Contractors Mitie have been asked by the Home Office to assist with transporting new arrivals from the Tug Haven processing centre to short-term holding facilities such as the ones at Yarl’s Wood immigration removal centre in Bedfordshire.
“There are not enough staff, not enough space and not enough resources at Tug Haven,” said Lucy Moreton of ISU, the union for borders, immigration and customs staff.
She warned that the small boats processing centre was dependent on medical volunteers to carry out Covid tests and if only one volunteer was available, there could be delays in the testing of migrants.
“We are dependent on volunteer medical support,” said Moreton. “Staff face appallingly long hours most of the time. Shifts running up to 20 hours are not uncommon. We are deeply disturbed by that. It is not acceptable.”
She added that the situation was often changing. “A relatively new development in the last few weeks is for Vietnamese, not classically a nationality who seek asylum, using small boats rather than lorries.” Travelling by lorry takes an average of eight to 10 tries; travelling by small boat takes an average of one or two tries.
Clare Moseley, the founder of Care4Calais, which supports asylum seekers in northern France and in the UK, said migrants in northern France were becoming increasingly desperate to cross the Channel to the UK because of the appalling conditions in Calais.
“The situation in Calais right now is unspeakable,” she said. “There continues to be a ban on distribution of food in some parts of the town and actions by the police against migrants are unrelenting.
“In many parts of Calais, areas of wasteland have been stripped bare of trees and scrub so that people cannot erect tents to sleep in. We are seeing people sleeping outside on bare tarmac, in disused petrol stations and behind derelict shops. It is entirely understandable that they would take great risks to escape.

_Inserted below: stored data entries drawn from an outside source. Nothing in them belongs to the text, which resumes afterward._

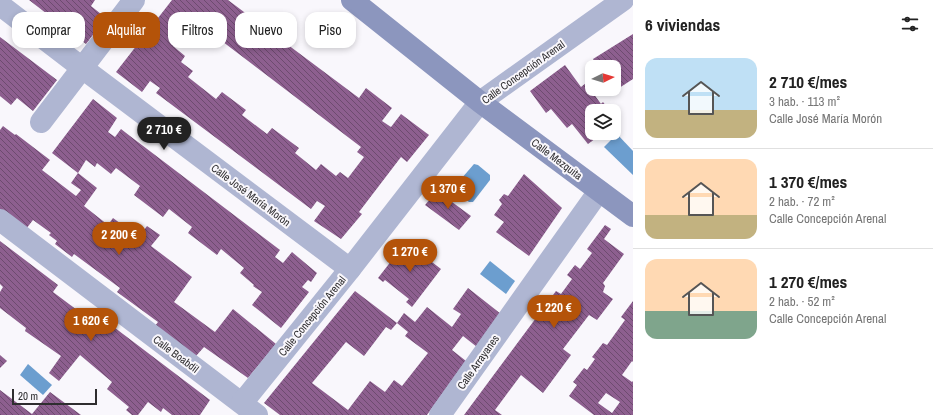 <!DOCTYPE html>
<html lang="es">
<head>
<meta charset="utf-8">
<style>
  :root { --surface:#fff; --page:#f2f2f2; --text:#222; --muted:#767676; --line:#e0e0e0; --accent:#b45309 }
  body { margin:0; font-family:"Archivo Narrow",sans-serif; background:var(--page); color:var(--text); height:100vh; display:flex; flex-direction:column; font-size:15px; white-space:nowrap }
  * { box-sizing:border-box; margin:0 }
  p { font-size:13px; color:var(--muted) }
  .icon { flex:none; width:22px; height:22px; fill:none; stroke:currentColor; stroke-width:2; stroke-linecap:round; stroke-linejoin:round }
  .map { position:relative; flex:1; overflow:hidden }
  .details { display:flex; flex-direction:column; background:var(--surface); width:300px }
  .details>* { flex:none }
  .guide { position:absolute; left:12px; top:12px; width:380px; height:36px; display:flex; gap:8px }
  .needle { width:26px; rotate:85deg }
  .tools { position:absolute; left:585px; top:60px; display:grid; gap:8px }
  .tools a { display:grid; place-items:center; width:36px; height:36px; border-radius:8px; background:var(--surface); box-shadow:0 2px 6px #0003; font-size:20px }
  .scale { position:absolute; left:12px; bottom:10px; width:85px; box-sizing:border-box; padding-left:4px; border:2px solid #2e2d2f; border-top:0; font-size:11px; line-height:14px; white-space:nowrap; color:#2e2d2f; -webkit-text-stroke:3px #f9f7fc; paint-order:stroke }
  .price { position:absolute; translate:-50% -34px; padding:0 9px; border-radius:14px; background:var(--accent); color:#fff; font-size:13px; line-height:26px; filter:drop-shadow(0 1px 2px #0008) }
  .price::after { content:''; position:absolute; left:50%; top:24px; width:12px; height:9px; margin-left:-6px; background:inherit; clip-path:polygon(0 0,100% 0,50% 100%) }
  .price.on { background:#222; color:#fff }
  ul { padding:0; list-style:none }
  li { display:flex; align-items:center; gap:12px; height:100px; padding:0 12px }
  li+li { border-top:1px solid var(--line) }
  li span { display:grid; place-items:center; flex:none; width:112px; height:80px; border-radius:12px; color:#555 }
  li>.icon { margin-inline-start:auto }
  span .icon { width:48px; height:48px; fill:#fffc; stroke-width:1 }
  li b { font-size:17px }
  h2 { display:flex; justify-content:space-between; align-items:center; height:48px; padding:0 12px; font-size:17px }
  .tag { padding:0 14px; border-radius:12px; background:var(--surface); box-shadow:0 2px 6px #0003; font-size:14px; line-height:36px }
  .tag.on { background:var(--accent); color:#fff }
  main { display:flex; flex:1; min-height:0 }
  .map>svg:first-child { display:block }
  .water { fill:#6c9ecf }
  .building { fill:url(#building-back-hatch); fill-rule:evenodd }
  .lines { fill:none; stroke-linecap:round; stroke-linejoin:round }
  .street { stroke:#afb6d2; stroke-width:22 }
  .secondary { stroke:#8c96be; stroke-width:22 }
  .labels { text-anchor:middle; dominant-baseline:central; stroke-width:4; stroke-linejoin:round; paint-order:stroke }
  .street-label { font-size:11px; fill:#2e2d2f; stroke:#f9f7fc }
</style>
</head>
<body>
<main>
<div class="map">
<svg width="633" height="415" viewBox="0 0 633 415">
  <defs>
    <pattern id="building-back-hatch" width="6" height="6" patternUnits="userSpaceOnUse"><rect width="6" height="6" fill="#8d5f8f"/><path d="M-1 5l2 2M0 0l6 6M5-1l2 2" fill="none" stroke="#6d4b6f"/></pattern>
  </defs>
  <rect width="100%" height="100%" fill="#f9f7fc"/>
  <g class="water">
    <path d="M 617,134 L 633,151 L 633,175 L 604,147 Z"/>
    <path d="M 474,164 L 478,165 L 490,175 L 490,180 L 473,202 L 469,202 L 455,190 L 455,186 Z"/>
    <path d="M 490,261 L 515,281 L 506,294 L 480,274 Z"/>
    <path d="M 28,364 L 52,385 L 43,395 L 20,375 Z"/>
  </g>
  <g class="building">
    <path d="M 29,0 L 95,0 L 91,6 L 106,18 L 86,44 Z"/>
    <path d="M 172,0 L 228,0 L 359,98 L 366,88 L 392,108 L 382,121 L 391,127 L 401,114 L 429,135 L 407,162 L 401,157 L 359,212 L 362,214 L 341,239 L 314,221 L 325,206 L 317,201 L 311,209 L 156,93 L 160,88 L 150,81 L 142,92 L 116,72 ZM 192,22 L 204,31 L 206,29 L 361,147 L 357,152 L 364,157 L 348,178 L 340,172 L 336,176 L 321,164 L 316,170 L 295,153 L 299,148 L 272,128 L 267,134 L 242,115 L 246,110 L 222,92 L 216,99 L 188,77 L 193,71 L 181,62 L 185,56 L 173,46 Z"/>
    <path d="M 633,34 L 633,79 L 616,90 L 614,88 L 614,67 L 599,67 L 593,59 Z"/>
    <path d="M 0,37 L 57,80 L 33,111 L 17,98 L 11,105 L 0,96 Z"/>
    <path d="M 565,65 L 581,87 L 586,83 L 601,104 L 603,102 L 610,111 L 592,111 L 592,133 L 603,133 L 588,144 L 572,124 L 567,128 L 551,109 L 546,113 L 530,91 Z"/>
    <path d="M 93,99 L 117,118 L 108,132 L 115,137 L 121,129 L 130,136 L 280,250 L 275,257 L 283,263 L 292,252 L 317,273 L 311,282 L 308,280 L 302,287 L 309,292 L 281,328 L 252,305 L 262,292 L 253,286 L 254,285 L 240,273 L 244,268 L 221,249 L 217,255 L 188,233 L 192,227 L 169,209 L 163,217 L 134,195 L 140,186 L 116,168 L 111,174 L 97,163 L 95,167 L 86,160 L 78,173 L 52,153 Z"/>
    <path d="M 3,126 L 15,135 L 16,134 L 50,160 L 42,170 L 76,196 L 81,190 L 71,183 L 78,173 L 97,188 L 84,206 L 108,225 L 113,218 L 139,237 L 147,226 L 160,235 L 151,246 L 192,277 L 174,302 L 215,332 L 233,309 L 276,344 L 248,378 L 204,347 L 196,356 L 155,326 L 158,322 L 117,292 L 120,288 L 74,254 L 72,257 L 55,244 L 57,241 L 49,235 L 51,233 L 33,220 L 26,229 L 0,209 L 0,130 Z"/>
    <path d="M 524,174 L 562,208 L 529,256 L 496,232 L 504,222 L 494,215 L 502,204 L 499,200 L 504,194 L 508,196 Z"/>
    <path d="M 437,191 L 471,216 L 459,230 L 425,205 Z"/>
    <path d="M 605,225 L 611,229 L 604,239 L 624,254 L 603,283 L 605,286 L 603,292 L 613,299 L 597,320 L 589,315 L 563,349 L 571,355 L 543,393 L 521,375 L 495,410 L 502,415 L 464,415 L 556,291 L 561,294 L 572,279 L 567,275 L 575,265 L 580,269 L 592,253 L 587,249 Z"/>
    <path d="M 0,241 L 58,285 L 53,292 L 89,319 L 94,312 L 210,400 L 200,415 L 172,415 L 163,408 L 161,412 L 148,402 L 138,415 L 132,415 L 126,410 L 129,407 L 107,389 L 112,382 L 80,355 L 59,381 L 49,373 L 61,356 L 25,331 L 26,328 L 0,308 L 0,292 L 3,287 L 0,284 Z"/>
    <path d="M 406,242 L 441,269 L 412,307 L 406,302 L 409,299 L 385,280 L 383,282 L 378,278 Z"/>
    <path d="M 468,288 L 501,314 L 477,347 L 463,336 L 452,350 L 466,361 L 427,415 L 280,415 L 264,403 L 355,291 L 397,323 L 391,330 L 386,327 L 364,356 L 346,342 L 312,383 L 348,410 L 370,381 L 385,392 L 394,380 L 402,386 L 428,353 L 405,336 L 408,332 L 397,323 L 404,313 L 415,322 L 427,307 L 452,327 L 461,314 L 453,309 Z"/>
    <path d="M 633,301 L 633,362 L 632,361 L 622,375 L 632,382 L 633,381 L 633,415 L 594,415 L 569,396 L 577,385 L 573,382 L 584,368 L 587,370 L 595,359 L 592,357 L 603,343 L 607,345 L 625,320 L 621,317 ZM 606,393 L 620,402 L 612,413 L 598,403 Z"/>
    <path d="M 0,355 L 7,361 L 0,368 Z"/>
    <path d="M 0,390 L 32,414 L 50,392 L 81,415 L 0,415 Z"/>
  </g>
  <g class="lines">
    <g class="street">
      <path d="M 0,5 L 81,67 L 350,269"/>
      <path d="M 41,122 L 134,0"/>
      <path d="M 0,220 L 257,415"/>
      <path d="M 242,403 L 350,269 L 480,102 L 623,0"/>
      <path d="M 440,415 L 599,191"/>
    </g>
    <path class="secondary" d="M 352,0 L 480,102 L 633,216"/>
  </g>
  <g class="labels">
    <g class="street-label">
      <text transform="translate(523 72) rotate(-36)">Calle Concepción Arenal</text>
      <text transform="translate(557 159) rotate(37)">Calle Mezquita</text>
      <text transform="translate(251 195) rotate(37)">Calle José María Morón</text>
      <text transform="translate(312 316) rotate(-51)">Calle Concepción Arenal</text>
      <text transform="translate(176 354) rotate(37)">Calle Boabdil</text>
      <text transform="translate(478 362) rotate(-55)">Calle Arrayanes</text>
    </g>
  </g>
</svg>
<div class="tools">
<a><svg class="needle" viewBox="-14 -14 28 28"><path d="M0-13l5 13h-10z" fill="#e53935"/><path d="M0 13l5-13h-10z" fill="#767676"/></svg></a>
<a><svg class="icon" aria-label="layers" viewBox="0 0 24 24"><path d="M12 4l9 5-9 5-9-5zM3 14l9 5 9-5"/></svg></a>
</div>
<div class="scale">20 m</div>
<b class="price on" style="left:164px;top:151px">2 710 €</b>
<b class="price" style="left:448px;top:210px">1 370 €</b>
<b class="price" style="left:119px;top:256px">2 200 €</b>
<b class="price" style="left:410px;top:273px">1 270 €</b>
<b class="price" style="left:554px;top:329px">1 220 €</b>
<b class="price" style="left:91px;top:342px">1 620 €</b>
<div class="guide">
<a class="tag">Comprar</a>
<a class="tag on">Alquilar</a>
<a class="tag">Filtros</a>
<a class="tag">Nuevo</a>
<a class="tag">Piso</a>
</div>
</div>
<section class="details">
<h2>6 viviendas<svg class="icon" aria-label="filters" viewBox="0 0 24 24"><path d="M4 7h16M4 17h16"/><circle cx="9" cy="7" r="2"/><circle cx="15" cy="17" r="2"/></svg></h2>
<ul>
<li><span style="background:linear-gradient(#bfe0f5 65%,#c2b280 0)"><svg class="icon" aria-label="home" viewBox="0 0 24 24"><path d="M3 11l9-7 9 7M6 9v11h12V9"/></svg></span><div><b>2 710 €/mes</b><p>3 hab. · 113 m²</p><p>Calle José María Morón</p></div></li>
<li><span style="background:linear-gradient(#ffd9b3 70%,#c2b280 0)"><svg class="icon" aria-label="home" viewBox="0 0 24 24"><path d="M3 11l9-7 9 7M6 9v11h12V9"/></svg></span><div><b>1 370 €/mes</b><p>2 hab. · 72 m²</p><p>Calle Concepción Arenal</p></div></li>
<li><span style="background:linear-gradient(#ffd9b3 65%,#7fa58c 0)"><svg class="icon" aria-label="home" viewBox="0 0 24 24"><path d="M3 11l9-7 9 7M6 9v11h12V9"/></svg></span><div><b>1 270 €/mes</b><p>2 hab. · 52 m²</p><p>Calle Concepción Arenal</p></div></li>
</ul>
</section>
</main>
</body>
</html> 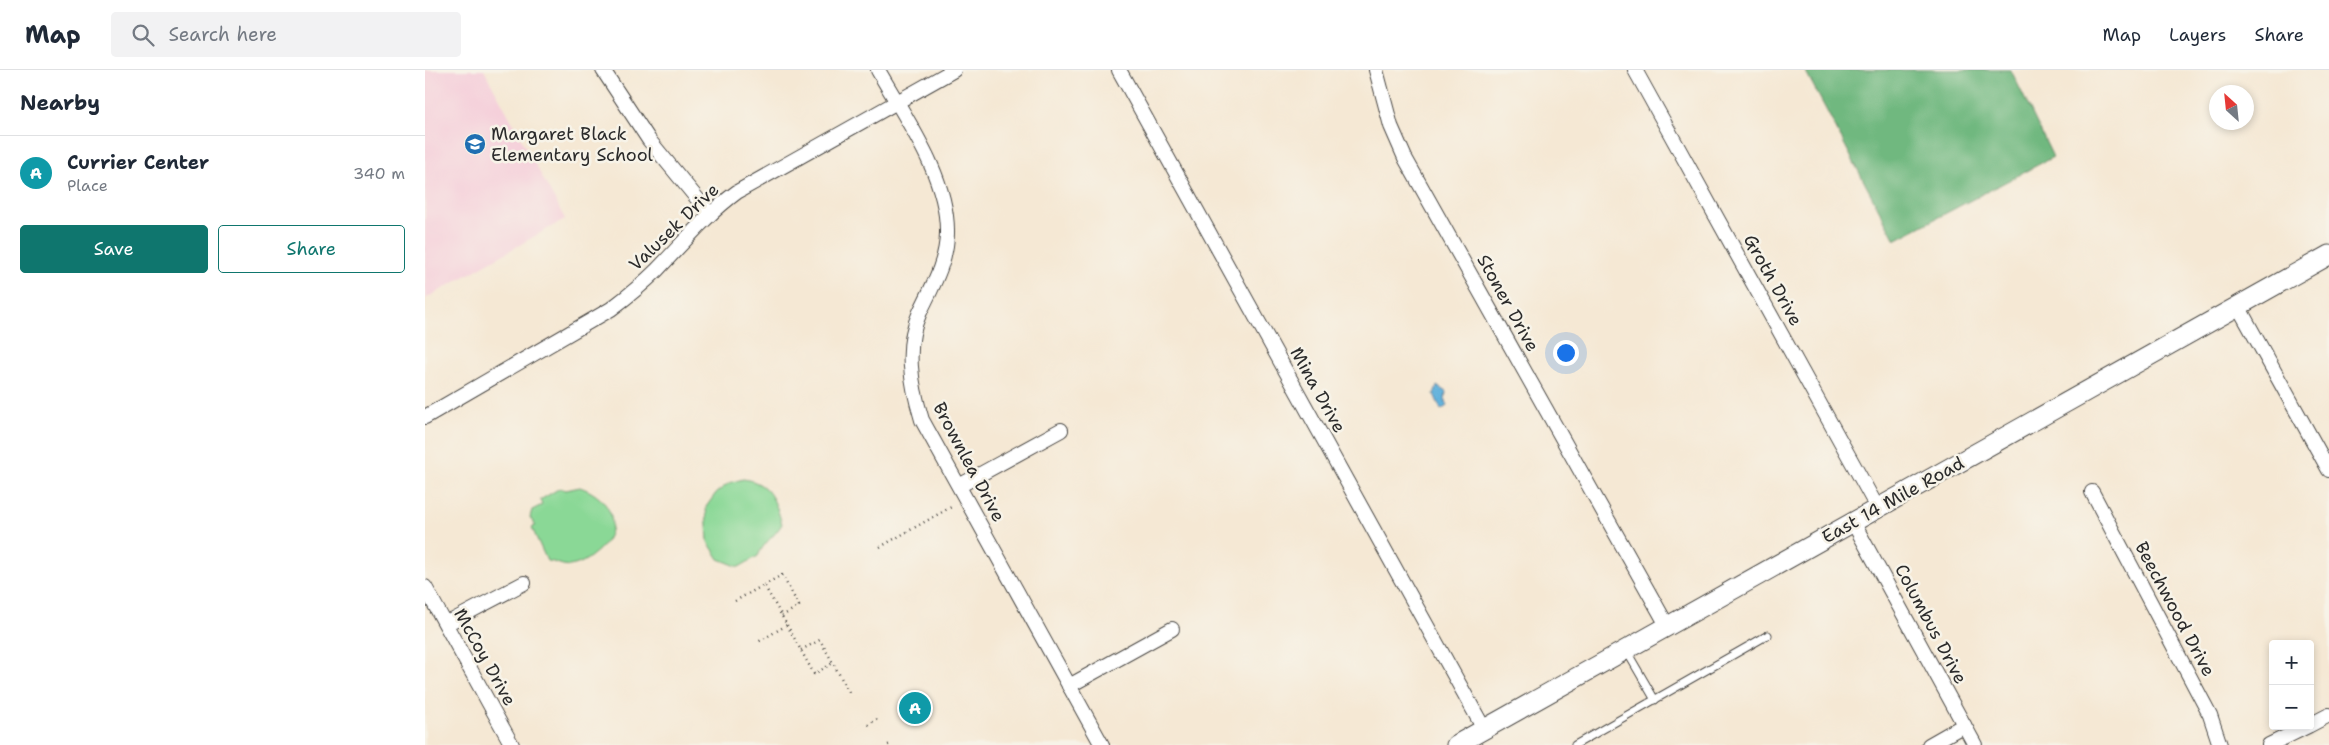 <!DOCTYPE html>
<meta charset="utf-8">
<style>
:root{--surface:#fff;--page:#f2f2f3;--text:#1f2937;--muted:#747a83;--line:#e0e1e3;--accent:#0f766e}
body{margin:0;font-family:"Shantell Sans",sans-serif;background:var(--page);color:var(--text)}
.controls{position:absolute;right:15px;bottom:15px;display:grid;overflow:hidden;border-radius:5px;box-shadow:0 2px 8px #0003}
.controls button{width:45px;height:45px;display:grid;place-items:center;padding:0;border:0;border-bottom:1px solid var(--line);background:var(--surface);color:var(--text);font:25px sans-serif}
.compass{position:absolute;left:1784px;top:15px;width:45px;height:45px;border-radius:50%;background:var(--surface);box-shadow:0 2px 8px #0003;rotate:333deg}
.you{position:absolute;left:1140px;top:282px;width:18px;height:18px;margin:-12px;border:4px solid #fff;border-radius:50%;background:#1a73e8;box-shadow:0 0 0 8px #1a73e833}
.badge{display:grid;place-items:center;width:32px;height:32px;border-radius:50%;background:var(--accent);color:#fff;font-size:16px;font-weight:700}
.pin{position:absolute;translate:-50% -50%;border:2px solid #fff;box-shadow:0 1px 5px #0006}
.list{margin:0;padding:0;list-style:none}
h2{display:flex;justify-content:space-between;align-items:center;height:65px;margin:0;padding:0 20px;font-size:21px}
h2 small{font-size:16px;font-weight:400;color:var(--muted)}
.list li{display:grid;grid-template-columns:32px 1fr auto;gap:15px;align-items:center;box-sizing:border-box;height:75px;padding:0 20px;border-top:1px solid var(--line)}
.list b{display:block;font-size:19px;white-space:nowrap}
.list p{margin:0;font-size:16px;white-space:nowrap;color:var(--muted)}
.list em{font-size:16px;font-style:normal;color:var(--muted)}
.actions{display:flex;gap:10px;padding:15px 20px}
.actions a{flex:1;padding:11px 0;border:1px solid var(--accent);border-radius:5px;text-align:center;font-size:18px;color:var(--accent)}
.actions .main{background:var(--accent);color:#fff}
.icon{flex:none;width:28px;height:28px;fill:none;stroke:currentColor;stroke-width:2;stroke-linecap:round;stroke-linejoin:round}
.map{position:relative;flex:none;width:1904px;height:675px;overflow:hidden}
header{display:flex;align-items:center;gap:30px;box-sizing:border-box;height:70px;padding:0 25px;background:var(--surface);border-bottom:1px solid var(--line)}
header strong{font-size:24px}
nav{display:flex;gap:28px;margin-inline-start:auto;font-size:18px}
.search{width:350px;height:45px;background:var(--page);display:flex;align-items:center;gap:12px;box-sizing:border-box;padding:0 18px;border-radius:5px;color:var(--muted);font-size:19px}
main{display:flex}
aside{flex:1;background:var(--surface)}
.map>svg:first-child{display:block}
.built{fill:#f5cfda}
.green{fill:#8ad896;stroke:#5a8260}
.forest{fill:#6fb87f;stroke:#4d7255}
.water{fill:#61b1dc;stroke:#466e84}
.lines{fill:none;stroke-linecap:round;stroke-linejoin:round}
.lane-casing{stroke:#494744;stroke-width:9}
.street-casing{stroke:#494744;stroke-width:16}
.secondary-casing{stroke:#494744;stroke-width:21}
.path{stroke:#494744;stroke-width:2.5;stroke-dasharray:1 4;stroke-linecap:butt}
.lane{stroke:#fff;stroke-width:7}
.street{stroke:#fff;stroke-width:14}
.secondary{stroke:#fff;stroke-width:19}
.labels{text-anchor:middle;dominant-baseline:central;stroke-width:5;stroke-linejoin:round;paint-order:stroke}
.poi-label{font-size:18px;fill:#2b2b2b;stroke:#f7f3e8;text-anchor:start}
.street-label{font-size:18px;fill:#2b2b2b;stroke:#f7f3e8}
</style>
<header>
<strong>Map</strong>
<div class="search"><svg class="icon" aria-label="search" viewBox="0 0 24 24"><circle cx="10" cy="10" r="6"/><path d="M15 15l6 6"/></svg>Search here</div>
<nav><a>Map</a><a>Layers</a><a>Share</a></nav>
</header>
<main>
<aside>
<h2>Nearby<small></small></h2>
<ul class="list">
<li><span class="badge" style="background:#0f9aa8">A</span><div><b>Currier Center</b><p>Place</p></div><em>340 m</em></li>
</ul>
<div class="actions"><a class="main">Save</a><a>Share</a></div>
</aside>
<div class="map">
<svg width="1904" height="675" viewBox="0 0 1904 675">
<rect width="100%" height="100%" fill="#f7f3e8"/>
<filter id="ink" filterUnits="userSpaceOnUse"><feTurbulence type="fractalNoise" baseFrequency=".02" numOctaves="2"/><feDisplacementMap in="SourceGraphic" scale="10" xChannelSelector="R" yChannelSelector="G"/><feConvolveMatrix kernelMatrix="1 2 1 2 8 2 1 2 1" color-interpolation-filters="sRGB"/></filter>
<filter id="wash" filterUnits="userSpaceOnUse"><feTurbulence type="fractalNoise" baseFrequency=".0096" numOctaves="4" result="noise"/><feDisplacementMap in="SourceGraphic" scale="20" xChannelSelector="R" yChannelSelector="G"/><feGaussianBlur stdDeviation="1.12" result="paint"/><feColorMatrix in="noise" values="0 0 0 0 0 0 0 0 0 0 0 0 0 0 0 0 0 1.4 0 .05"/><feComposite in="paint" operator="in"/></filter>
<g filter="url(#wash)">
<rect width="100%" height="100%" fill="#f5e8d4"/>
<polygon class="built" points="0,0 59,0 140,149 0,229"/>
<g class="green">
<path d="M318 409C344 412 350 430 357 454 350 466 338 473 333 486L314 497 294 489 283 472 281 437 291 423 304 413Z"/>
<path d="M155 417C189 429 199 461 169 484 162 490 154 495 144 496 137 496 129 491 122 491L107 458 110 456 105 447 107 440 117 435 115 430 135 418 141 420Z"/>
</g>
<polygon class="forest" points="1380,0 1586,0 1628,87 1470,170"/>
<polygon class="water" points="1012,316 1021,322 1020,331 1022,336 1016,340 1009,324"/>
</g>
<g filter="url(#ink)">
<g class="lines">
<g class="lane-casing">
<g id="lane">
<polyline points="1201,580 1230,630"/>
<polyline points="1150,675 1343,565"/>
</g>
</g>
<g class="street-casing">
<g id="street">
<polyline points="178,0 224,70 284,143"/>
<path d="M453 0C480 48 523 106 522 163 522 191 507 217 495 242 479 277 486 314 497 350L677 675"/>
<polyline points="694,0 1059,659"/>
<polyline points="951,0 966,56 980,88 1243,557"/>
<polyline points="1210,0 1453,439"/>
<polyline points="1813,236 1904,400"/>
<path d="M0 347 186 239C202 227 218 214 232 200 259 172 281 145 312 122L529 0"/>
<polyline points="534,416 636,360"/>
<polyline points="1667,422 1785,645 1795,675"/>
<polyline points="1428,452 1550,675"/>
<polyline points="0,517 87,675"/>
<polyline points="21,554 99,513"/>
<polyline points="644,616 747,559"/>
<polyline points="1885,655 1904,645"/>
<polyline points="1504,675 1539,655"/>
<polyline points="1844,675 1883,656"/>
</g>
</g>
<g class="secondary-casing">
<polyline id="secondary" points="1031,675 1904,185"/>
</g>
<g class="path">
<polyline points="455,477 528,436"/>
<polyline points="339,515 357,505 374,536 357,546"/>
<polyline points="310,531 339,515 362,555 333,572"/>
<polyline points="362,555 389,604 408,593 425,624"/>
<polyline points="376,580 395,570 408,593"/>
<polyline points="443,655 452,649"/>
<polyline points="463,675 466,674"/>
</g>
<use href="#lane" class="lane"/>
<use href="#street" class="street"/>
<use href="#secondary" class="secondary"/>
</g>
</g>
<defs>
<g id="school-disc" transform="scale(1.125)"><circle r="9.5" fill="#1f6fb2" stroke="#f7f3e8"/><path d="M0-5L7-2L0 1L-7-2ZM-4 1L0 2.5L4 1V4Q0 6-4 4Z" fill="#fff"/></g>
</defs>
<g fill-rule="evenodd">
<use href="#school-disc" x="50" y="74"/>
</g>
<g class="labels">
<g class="poi-label">
<text x="66" y="64">Margaret Black<tspan x="66" dy="21">Elementary School</tspan></text>
</g>
<g class="street-label">
<text transform="translate(249 157) rotate(-44)">Valusek Drive</text>
<text transform="translate(1348 210) rotate(61)">Groth Drive</text>
<text transform="translate(1083 233) rotate(61)">Stoner Drive</text>
<text transform="translate(893 320) rotate(61)">Mina Drive</text>
<text transform="translate(544 392) rotate(62)">Brownlea Drive</text>
<text transform="translate(1468 430) rotate(-29)">East 14 Mile Road</text>
<text transform="translate(1750 539) rotate(62)">Beechwood Drive</text>
<text transform="translate(1506 554) rotate(62)">Columbus Drive</text>
<text transform="translate(60 587) rotate(61)">McCoy Drive</text>
</g>
</g>
</svg>
<div class="controls">
<button>+</button>
<button>−</button>
</div>
<svg class="compass" viewBox="-18 -18 36 36"><path d="M0-13l5 13h-10z" fill="#e53935"/><path d="M0 13l5-13h-10z" fill="#747a83"/></svg>
<div class="you"></div>
<div class="pin badge" style="left:490px;top:638px;background:#0f9aa8">A</div>
</div>
</main>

In these desperate cases, the lack of a safe, alternative pathway is making a dangerous trip in a unsuitable boat the only viable alternative.”
Ali, an asylum seeker from Iran who arrived in the UK from Calais a few weeks ago after spending a year there, said conditions had recently deteriorated in Calais. “I developed skin problems after being bitten by spiders and bugs. The French police were chasing us and we were running away,” he said.
“I have been referred to the national referral mechanism for potential victims of human trafficking since I reached the UK. But in Calais on the beach, the French police wrongly accused me of being a smuggler and confiscated my phone to check it. We are not smugglers. We are just asylum seekers. The smugglers treat us so badly. All they care about is money.”
The Home Office and Mitie have been approached for comment.